There's Still Time, But Not An Indefinite Amount

Senomyx probably has about three years of cash left. That's not terrible, but given the time it takes to craft a new product (or reformulate an old one), test it, refine it, launch it, and support/promote the launch, it's also not an abundance of time. Investors should hear more in early 2013 (February, most likely) about near-term commercialization plans, including Firmenich's plans for that sucralose-reducer in North America and Latin America.

Clearly the biggest development, though, will be the sugar/HCFS-reducer (S617) that Senomyx is developing with PepsiCo. PepsiCo thought enough of it that a prior sucrose modifier (S9632) was released back to Senomyx in favor of this one. This single compound, in a single application (diet soda), could be worth more than $150 million in future revenue to Senomyx - an amount that could make the stock more than a double from here. If development goes to plan, this could be in commercial products on retail store shelves in 2014.

Opportunity Abounds, But What Are The Probabilities?

While 3.5% royalties don't necessarily sound huge, it only takes a few major program wins for the value of Senomyx to add up quickly. As mentioned, a diet soda sweetener (or, more accurately, a sweetness enhancer) could be worth well over $150 million in revenue to Senomyx, while a successful sugar enhancer/substitute in packaged foods could be worth multiples of that. Outside of sweet, there are also multimillion dollar opportunities in savory, bitter blockers, cooling (replicating the taste/sensation of menthol), and salt.

Clearly the catch is just how likely that all is to happen.

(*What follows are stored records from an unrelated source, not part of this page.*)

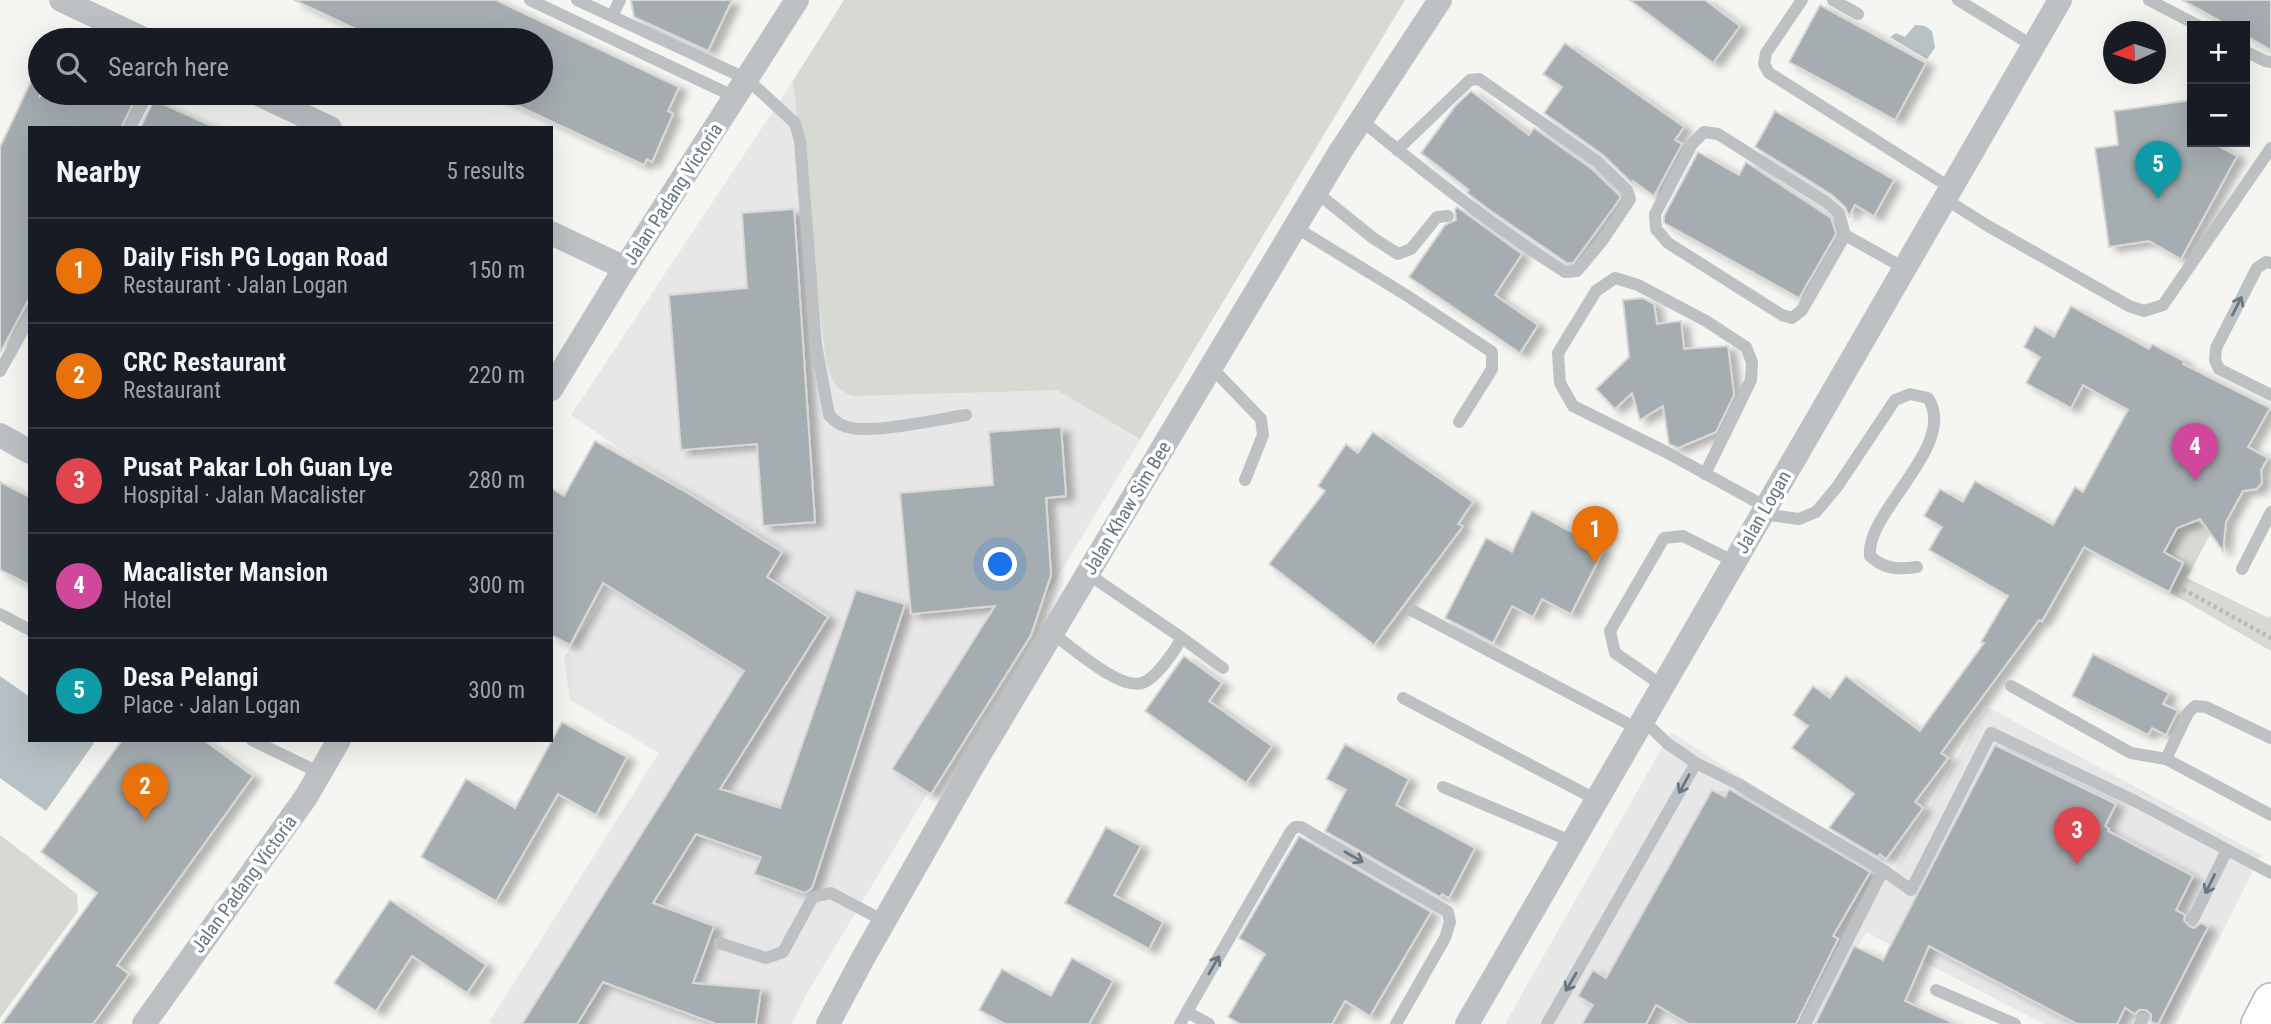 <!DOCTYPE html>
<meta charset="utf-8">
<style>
body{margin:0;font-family:"Roboto Condensed",sans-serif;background:#242831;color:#f1f3f6}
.controls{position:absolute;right:21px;top:21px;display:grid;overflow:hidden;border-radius:0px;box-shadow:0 7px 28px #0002}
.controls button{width:63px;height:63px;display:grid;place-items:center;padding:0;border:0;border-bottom:2px solid #363941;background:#171b24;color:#f1f3f6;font:35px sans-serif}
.compass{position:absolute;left:2103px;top:21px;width:63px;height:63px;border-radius:50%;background:#171b24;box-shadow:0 7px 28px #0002;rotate:267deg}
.you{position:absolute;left:1001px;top:565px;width:24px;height:24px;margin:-18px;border:5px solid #fff;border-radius:50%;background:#1a73e8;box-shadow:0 0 0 10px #1a73e833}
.badge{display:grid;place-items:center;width:46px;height:46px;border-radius:50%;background:#d04d38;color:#fff;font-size:23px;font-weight:700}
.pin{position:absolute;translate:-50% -58px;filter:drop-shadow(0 2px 4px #0008)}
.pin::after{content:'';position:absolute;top:37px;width:24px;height:21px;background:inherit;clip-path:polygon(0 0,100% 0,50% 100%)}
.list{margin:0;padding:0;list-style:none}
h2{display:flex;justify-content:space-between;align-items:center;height:91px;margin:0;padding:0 28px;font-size:30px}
h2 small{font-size:23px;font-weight:400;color:#9ea1a6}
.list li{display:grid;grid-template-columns:46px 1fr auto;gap:21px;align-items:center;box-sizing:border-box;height:105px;padding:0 28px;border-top:2px solid #363941}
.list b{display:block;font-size:26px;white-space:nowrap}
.list p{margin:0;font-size:23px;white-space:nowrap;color:#9ea1a6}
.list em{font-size:23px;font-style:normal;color:#9ea1a6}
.icon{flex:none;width:38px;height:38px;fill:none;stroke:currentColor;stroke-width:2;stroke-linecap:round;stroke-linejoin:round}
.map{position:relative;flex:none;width:2271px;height:1024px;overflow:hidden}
.search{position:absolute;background:#171b24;box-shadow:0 7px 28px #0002;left:28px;top:28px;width:525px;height:77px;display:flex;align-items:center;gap:18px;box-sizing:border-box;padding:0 24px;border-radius:38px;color:#9ea1a6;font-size:26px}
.panel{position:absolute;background:#171b24;box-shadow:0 7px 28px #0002;left:28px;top:126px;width:525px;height:616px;border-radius:0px}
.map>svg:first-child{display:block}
</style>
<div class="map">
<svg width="2271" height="1024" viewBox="0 0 2271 1024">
<defs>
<filter id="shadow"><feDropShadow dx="8" dy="4.5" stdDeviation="3.5" flood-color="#0004"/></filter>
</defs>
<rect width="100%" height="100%" fill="#f5f5f2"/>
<g fill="#e6e7e6">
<polygon points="844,0 1405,0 806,995 792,1024 492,1024 489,1022 659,753 570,700 564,657 681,490 571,415 793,81"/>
<polygon points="1988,707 2261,855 2176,1024 2044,1024 1866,932 1813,1024 1505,1024 1671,732 1892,875 1978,720"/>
</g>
<g fill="#d6dad2">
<path d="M844,0H1405L1140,439L1057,390L852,396C835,388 831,379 826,361L793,81Z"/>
<polygon points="2194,521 2208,528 2211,533 2187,578 2269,618 2271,615 2271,651 2169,592 2182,563 2165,552 2181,522 2188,524"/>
<polygon points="0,835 77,894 78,911 0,1018"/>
</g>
<g fill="#b6c2c5">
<polygon points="1915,25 1925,26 1932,31 1935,48 1927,59 1890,37 1896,33 1905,37"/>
<polygon points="0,676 30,697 30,740 90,740 94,743 46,811 0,778"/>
</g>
<g fill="#a5adb1" stroke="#d7d7d5" stroke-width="2" filter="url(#shadow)">
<polygon points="294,0 496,0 679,87 668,111 673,114 652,162 647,159 644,165 491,93 541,93 541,40 379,40"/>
<polygon points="631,0 732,0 708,51 634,17"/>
<polygon points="1630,0 1705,0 1740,26 1713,63"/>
<polygon points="2182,0 2271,0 2271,50 2245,35 2245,26 2229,26"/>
<polygon points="1820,5 1926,63 1895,120 1789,62"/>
<polygon points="1565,43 1684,127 1675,140 1682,144 1654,196 1633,181 1632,183 1603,155 1544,113 1562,87 1543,74"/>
<polygon points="40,62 40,96 42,93 138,93 121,128 30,128 30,297 0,353 0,147"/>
<polygon points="1471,91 1529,135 1534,128 1592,169 1619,195 1620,198 1614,207 1573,263 1567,263 1491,211 1467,193 1469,190 1421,153 1456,105"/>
<polygon points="154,100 216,128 140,128"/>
<polygon points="2192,100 2192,142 2211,142 2237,156 2181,259 2149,241 2109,247 2095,148 2118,145 2114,111"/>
<polygon points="1775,111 1894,180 1874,216 1855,205 1849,216 1845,207 1832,195 1755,147"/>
<polygon points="1698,152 1739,175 1746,162 1831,218 1836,234 1799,298 1664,223 1664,216"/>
<polygon points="1457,207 1522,254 1495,295 1538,325 1520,353 1409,277 1445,225 1456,220 1455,210"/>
<polygon points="794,209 815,522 763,526 757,444 681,450 669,295 747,288 742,213"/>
<polygon points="1643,298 1654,304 1657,324 1681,321 1684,349 1728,346 1734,395 1716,432 1678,448 1669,444 1663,406 1640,420 1632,393 1615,409 1596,389 1629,357 1623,300"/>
<polygon points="2071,306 2149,349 2152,344 2184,361 2183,364 2270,408 2248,447 2268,458 2261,470 2262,483 2257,489 2243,491 2226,522 2223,551 2200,519 2177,528 2164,552 2183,563 2169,592 2084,547 2042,621 2039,620 1941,753 1948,758 1915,802 1923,808 1886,859 1880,854 1878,857 1829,828 1854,794 1792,748 1808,726 1793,715 1813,686 1830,698 1846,676 1920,731 1984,643 1981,642 2008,596 1929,550 1942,527 1924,516 1940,489 1963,502 1975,481 2053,525 2075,487 2083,492 2128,410 2083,385 2071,408 2026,383 2040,357 2024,347 2035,326 2054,337"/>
<polygon points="1061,427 1066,496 1046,498 1051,575 1031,635 931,794 892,769 995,606 911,614 900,493 993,485 989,432"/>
<polygon points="1373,432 1473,502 1458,524 1463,526 1374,645 1269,564 1325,491 1318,486 1346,444 1358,453"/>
<polygon points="595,441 691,495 782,552 767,577 828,617 720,789 780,808 856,590 905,604 812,888 805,893 754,874 761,857 696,834 653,903 714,926 693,983 761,989 756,1024 716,1024 603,982 577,1024 522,1024 744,671 603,583 570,645 551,635 551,488 564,496"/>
<polygon points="0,482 30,497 30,585 0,570"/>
<polygon points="1532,511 1604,549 1571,614 1542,599 1533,617 1512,606 1493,643 1445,618 1486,538 1512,552"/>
<polygon points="2093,654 2169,693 2163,704 2178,711 2166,735 2152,728 2148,735 2072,696"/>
<polygon points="1184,656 1222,683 1209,701 1272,746 1246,783 1145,711"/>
<polygon points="562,722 627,757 596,815 558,794 496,901 421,857 466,779 515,808"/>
<polygon points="122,740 204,740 253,776 117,965 129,974 93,1024 2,1024 97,893 41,852"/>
<polygon points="1345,744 1409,779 1396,805 1475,848 1449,898 1442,894 1440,897 1325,831 1346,790 1326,779"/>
<polygon points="1995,745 2116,804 2105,826 2109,829 2108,831 2193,876 2176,910 2185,915 2184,920 2189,926 2194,928 2201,923 2208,927 2158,1024 2151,1022 2151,1014 2146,1010 2139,1010 2135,1014 2125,1008 2117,1024 2077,1024 1929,946 1905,1001 1955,1024 1815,1024 1854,946 1883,960"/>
<polygon points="1729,789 1870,872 1833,936 1838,939 1796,1024 1689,1024 1656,1005 1646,1024 1582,1024 1593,1005 1578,996 1593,970 1606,978 1712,790 1725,797"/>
<polygon points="1106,827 1141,846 1114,895 1163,922 1149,949 1065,903"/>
<polygon points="1299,836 1431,912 1370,1016 1345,1001 1332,1024 1240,1024 1228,1017 1265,954 1239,938"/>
<polygon points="390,900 486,965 467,993 412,956 376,1011 334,983"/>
<polygon points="1072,958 1113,981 1089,1024 1005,1024 979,1010 1002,969 1051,996"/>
</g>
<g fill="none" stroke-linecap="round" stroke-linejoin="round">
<defs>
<polyline id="secondary" points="2259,1024 2271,1001"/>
</defs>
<use href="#secondary" stroke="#b0b5b8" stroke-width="38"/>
<polyline stroke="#b7babc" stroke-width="4.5" stroke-dasharray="3.5 3.5" stroke-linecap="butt" points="2183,589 2271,638"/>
<g stroke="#bdc1c4" stroke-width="12">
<polyline points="530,0 735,97"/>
<path d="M577,0L747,79L795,123L800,141L816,345L829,415C835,422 843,427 852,428C876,433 940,419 966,415"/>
<polyline points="1802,0 1766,53 1764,64 1769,73 1951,188"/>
<polyline points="1833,0 1858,14"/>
<polyline points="1958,0 2033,46"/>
<polyline points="2149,0 2199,26"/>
<polyline points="612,16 620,0"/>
<polyline points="2245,51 2265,61 2271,62"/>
<path d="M1361,120C1427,174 1493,226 1565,272L1577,271L1602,241L1630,199L1627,190L1598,162L1479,79L1470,80L1397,150"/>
<polyline points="130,128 148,93"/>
<polyline points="1316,192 1373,238 1398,254 1411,249 1437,217 1448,216"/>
<polyline points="1945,199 1988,226 2129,306 2144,311 2163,305 2271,148"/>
<polyline points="1295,227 1406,295 1492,352 1492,369 1459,422"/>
<polyline points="1845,235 1802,310 1792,318 1782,315 1668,243 1656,229 1655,214 1692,144 1704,132 1718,134 1826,202 1839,213 1845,235 1904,268"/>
<polyline points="2271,263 2266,262 2257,268 2216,348 2215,360 2219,369 2271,395"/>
<polyline points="1211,367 1261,419 1263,435 1245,480"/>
<polyline points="0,371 30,317"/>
<polyline points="1705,474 1751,380 1752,362 1746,347 1706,321 1638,285 1615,278 1596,291 1558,353 1560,383 1573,406 1666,452 1766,507"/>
<path d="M1762,514L1799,519L1816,512L1837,487L1895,400L1910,394L1928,398C1959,445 1865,512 1870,556C1884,569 1898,570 1917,567"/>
<polyline points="2242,569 2271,512"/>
<polyline points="1088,574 1182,638"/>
<polyline points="1413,611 1638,729"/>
<polyline points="0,614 30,630"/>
<path d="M1052,633C1072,647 1119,690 1142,683C1156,679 1175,650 1182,638L1223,668"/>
<polyline points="1663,686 1615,653 1610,631 1664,538 1683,536 1735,562"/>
<polyline points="2011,686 2131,753 2166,759 2271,815"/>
<polyline points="1403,698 1597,800"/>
<polyline points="252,740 320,773"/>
<polyline points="2166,759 2188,713 2195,706 2206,707 2271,738"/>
<polyline points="1696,763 1738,784 1883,870 1805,1024"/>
<polyline points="1443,787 1573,842"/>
<polyline points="1883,870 1911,890 1991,733 2135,801 2271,873"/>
<polyline points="2193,919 2227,850"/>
<polyline points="719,943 766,958 783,952 813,897 831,893 884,921"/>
<polyline points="1936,990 2015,1024"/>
<polyline points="1187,1012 1209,1024"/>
<polyline points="1180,1024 1291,831 1295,827 1301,827 1448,912 1450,922 1445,938 1396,1024"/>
<polyline points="1547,1024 1696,763 1668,744 1643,720"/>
<polyline points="2140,1024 2143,1018"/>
</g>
<g stroke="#bdc1c4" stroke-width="24">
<polyline points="61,0 146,40"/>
<polyline points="256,93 330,128"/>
<polyline points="551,233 625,268"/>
<polyline points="551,389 625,268 797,0"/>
<polyline points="0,435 30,452"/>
<polyline points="144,1024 306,797 339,740"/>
<polyline points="828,1024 862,960 972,767 1211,367 1340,152 1440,0"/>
<polyline points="1467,1024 2060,0"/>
</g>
<use href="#secondary" stroke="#fff" stroke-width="35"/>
</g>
<defs><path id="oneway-shaft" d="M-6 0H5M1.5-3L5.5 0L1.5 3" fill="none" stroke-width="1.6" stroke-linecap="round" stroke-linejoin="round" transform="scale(1.75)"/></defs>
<g stroke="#687880">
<use href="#oneway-shaft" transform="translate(2237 306) rotate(-63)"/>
<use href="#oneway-shaft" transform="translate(1684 784) rotate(119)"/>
<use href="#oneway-shaft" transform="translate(1354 857) rotate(30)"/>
<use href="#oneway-shaft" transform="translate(2210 884) rotate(116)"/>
<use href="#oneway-shaft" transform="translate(1214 965) rotate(-60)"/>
<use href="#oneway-shaft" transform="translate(1571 982) rotate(120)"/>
</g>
<g text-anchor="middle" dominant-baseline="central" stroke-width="7" stroke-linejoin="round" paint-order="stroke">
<g font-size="19" fill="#687880" stroke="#fff">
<text transform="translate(673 194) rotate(-57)">Jalan Padang Victoria</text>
<text transform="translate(1127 508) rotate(-59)">Jalan Khaw Sim Bee</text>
<text transform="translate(1763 512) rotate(-60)">Jalan Logan</text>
<text transform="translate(244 884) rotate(-54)">Jalan Padang Victoria</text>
</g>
</g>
</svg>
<div class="controls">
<button>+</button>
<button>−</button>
</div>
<svg class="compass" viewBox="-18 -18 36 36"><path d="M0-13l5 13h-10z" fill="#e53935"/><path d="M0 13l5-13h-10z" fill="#9ea1a6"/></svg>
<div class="you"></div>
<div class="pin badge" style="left:1595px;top:564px;background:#e8710a">1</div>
<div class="pin badge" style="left:145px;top:821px;background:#e8710a">2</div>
<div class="pin badge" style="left:2077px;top:865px;background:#e0444e">3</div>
<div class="pin badge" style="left:2195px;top:481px;background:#d1479c">4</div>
<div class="pin badge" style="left:2158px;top:199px;background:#0f9aa8">5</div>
<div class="search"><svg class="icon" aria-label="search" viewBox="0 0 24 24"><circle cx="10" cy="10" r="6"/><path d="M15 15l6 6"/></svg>Search here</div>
<section class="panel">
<h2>Nearby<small>5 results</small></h2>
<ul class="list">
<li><span class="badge" style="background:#e8710a">1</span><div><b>Daily Fish PG Logan Road</b><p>Restaurant · Jalan Logan</p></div><em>150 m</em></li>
<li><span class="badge" style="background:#e8710a">2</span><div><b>CRC Restaurant</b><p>Restaurant</p></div><em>220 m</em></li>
<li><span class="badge" style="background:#e0444e">3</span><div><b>Pusat Pakar Loh Guan Lye</b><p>Hospital · Jalan Macalister</p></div><em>280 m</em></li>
<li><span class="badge" style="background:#d1479c">4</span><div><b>Macalister Mansion</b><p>Hotel</p></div><em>300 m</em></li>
<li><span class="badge" style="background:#0f9aa8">5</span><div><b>Desa Pelangi</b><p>Place · Jalan Logan</p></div><em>300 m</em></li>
</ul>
</section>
</div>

Against the enormous possibilities, investors also have to consider the probabilities - the probability that a partner will put a Senomyx compound into commercial launch, that they will support that launch, and that the product will capture enough share/sales to be a real contributor to Senomyx. After all, 3.5% of "nothing" is "nothing."

At the same time, companies like Tate & Lyle, Cargill, and Merisant continue to work on a variety of enhancers and substitutes (stevia, or sweetleaf, recently becoming a popular alternative). Not surprisingly, even Senomyx's partners like PepsiCo are hedging their bets and working with multiple partners, so there are no guarantees that Senomyx's compounds will be the ones chosen for new products.

The Bottom Line

While it may seem odd to reduce a company with multiple shots on goal to just one compound and one partner, I do believe a large percentage of Senomyx's future success and value is tied to the success of its current partnership with PepsiCo.

If Senomyx can offer the key to a product that can give PepsiCo 20% of the diet soda market, that alone would be worth around $8 per share. Here are the numbers - 20% share of the U.S. diet soda market ought to be worth about $6 billion. Multiply that by 3.5% and you get $210 million in revenue. Assign a 3.5x multiple to that revenue (60% higher than IFF's, but reasonable given the growth), discount it back 10 years (it takes time to grow a multibillion dollar product) and you get about $8. Assign 50/50 odds and you're looking at a double-and-a-half from today's prices.

On the other hand, if this program fails, it may be difficult for Senomyx to attract enough new partners (or keep the ones it has) to keep funding its R&D activities. Accordingly, this is a high-risk/high-reward proposition for shareholders. I still believe that the science and the model at Senomyx can work, but nobody should consider this stock if they cannot accept the possibility of an abject failure within the next two or three years.